Dataset entries:
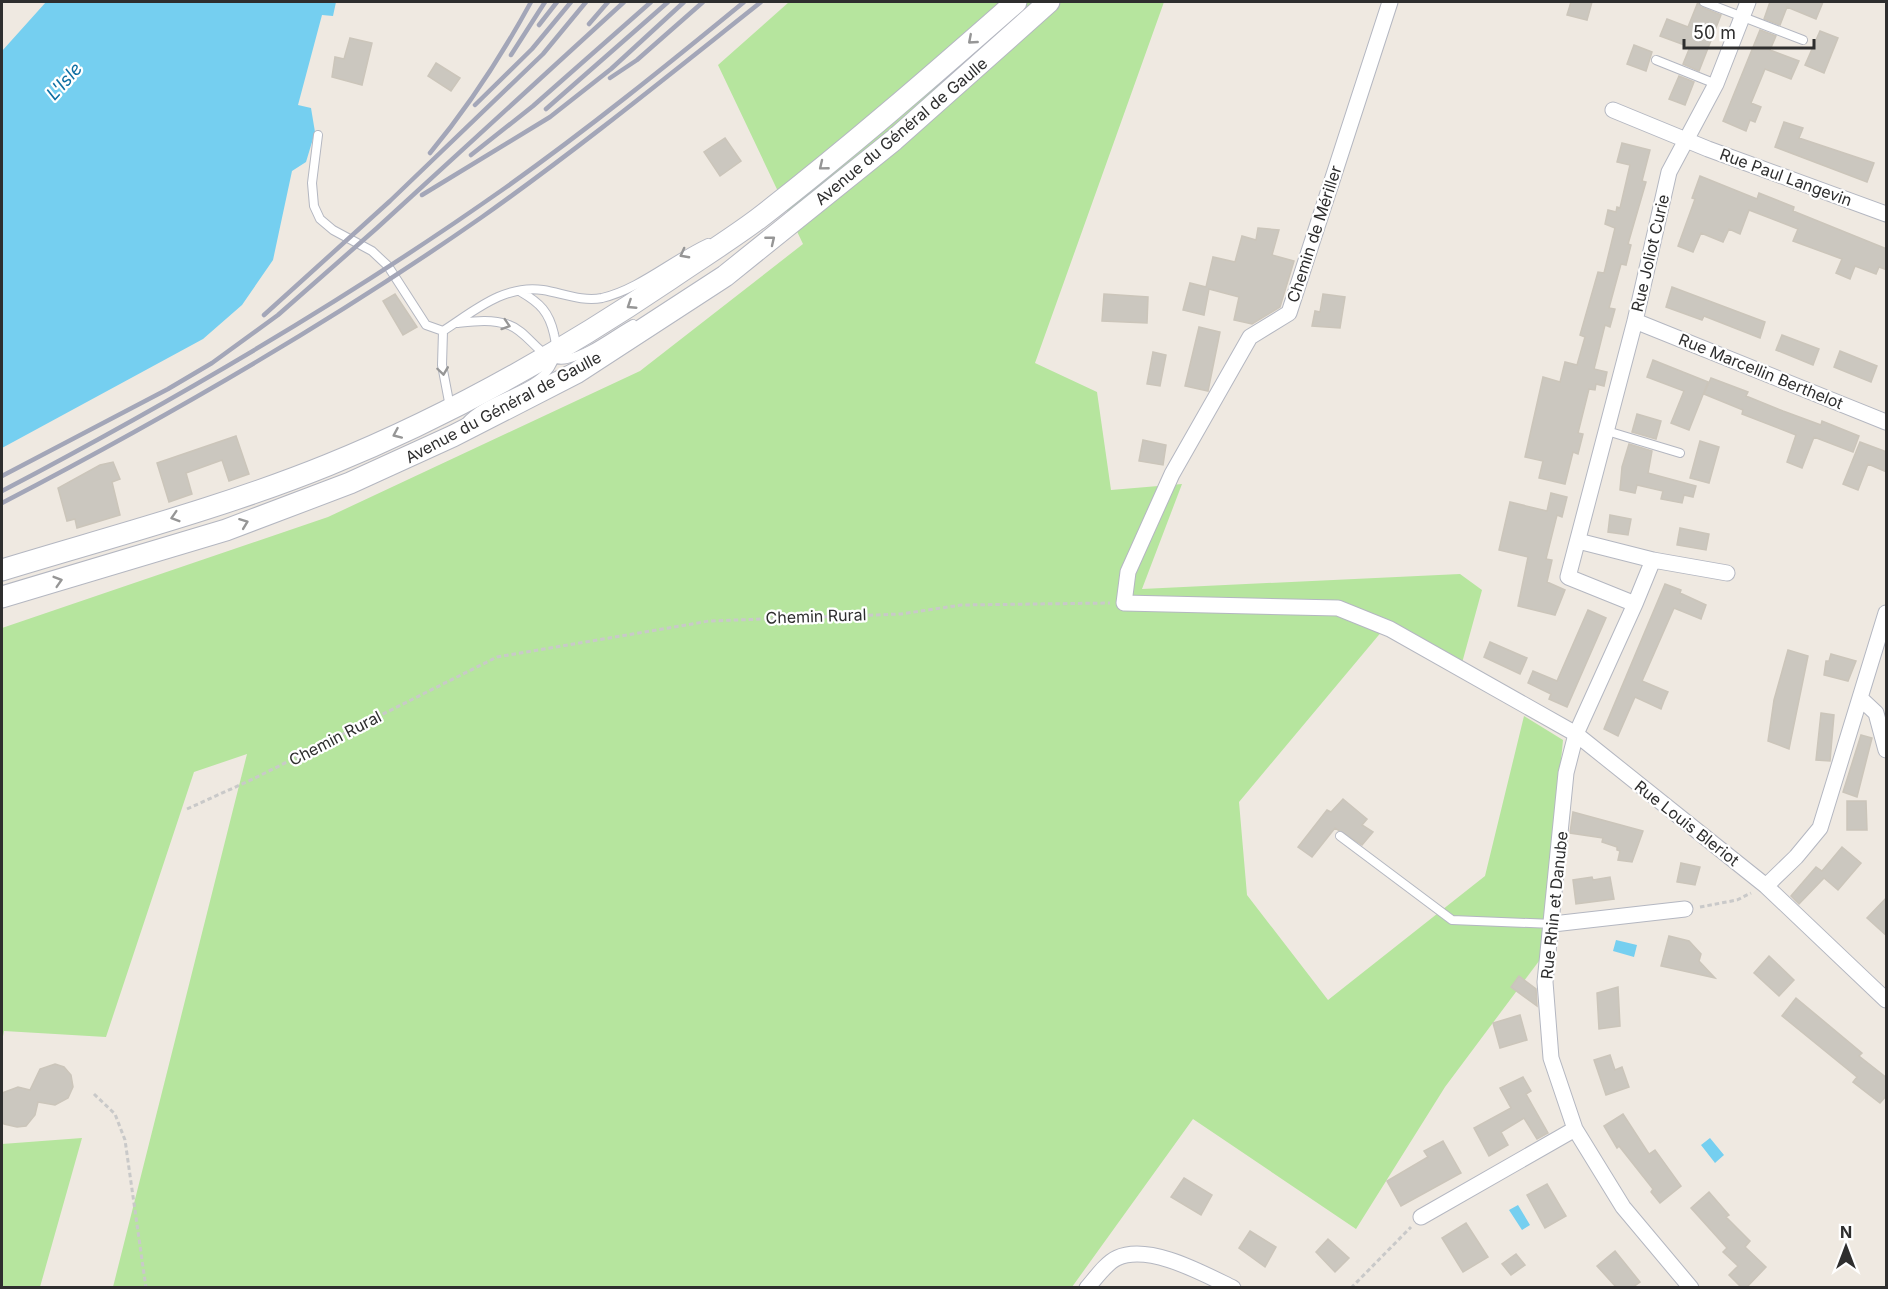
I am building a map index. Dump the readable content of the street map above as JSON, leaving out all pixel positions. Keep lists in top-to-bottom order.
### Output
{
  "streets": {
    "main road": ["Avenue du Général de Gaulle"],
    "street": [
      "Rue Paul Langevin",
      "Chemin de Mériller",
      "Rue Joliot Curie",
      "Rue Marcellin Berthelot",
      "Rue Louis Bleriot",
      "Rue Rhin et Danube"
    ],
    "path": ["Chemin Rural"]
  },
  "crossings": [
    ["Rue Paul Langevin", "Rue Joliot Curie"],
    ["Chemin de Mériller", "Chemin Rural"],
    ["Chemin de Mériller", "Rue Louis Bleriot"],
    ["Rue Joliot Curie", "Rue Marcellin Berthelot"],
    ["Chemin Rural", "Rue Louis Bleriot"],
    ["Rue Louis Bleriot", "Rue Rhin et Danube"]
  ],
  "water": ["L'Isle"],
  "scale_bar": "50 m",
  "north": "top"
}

> INSTRUCTIONS FOR THE TASK
Write the records out again in full, exactly, and skip every picture.

> TASK RESPONSE
I am building a map index. Dump the readable content of the street map above as JSON, leaving out all pixel positions. Keep lists in top-to-bottom order.
### Output
{
  "streets": {
    "main road": ["Avenue du Général de Gaulle"],
    "street": [
      "Rue Paul Langevin",
      "Chemin de Mériller",
      "Rue Joliot Curie",
      "Rue Marcellin Berthelot",
      "Rue Louis Bleriot",
      "Rue Rhin et Danube"
    ],
    "path": ["Chemin Rural"]
  },
  "crossings": [
    ["Rue Paul Langevin", "Rue Joliot Curie"],
    ["Chemin de Mériller", "Chemin Rural"],
    ["Chemin de Mériller", "Rue Louis Bleriot"],
    ["Rue Joliot Curie", "Rue Marcellin Berthelot"],
    ["Chemin Rural", "Rue Louis Bleriot"],
    ["Rue Louis Bleriot", "Rue Rhin et Danube"]
  ],
  "water": ["L'Isle"],
  "scale_bar": "50 m",
  "north": "top"
}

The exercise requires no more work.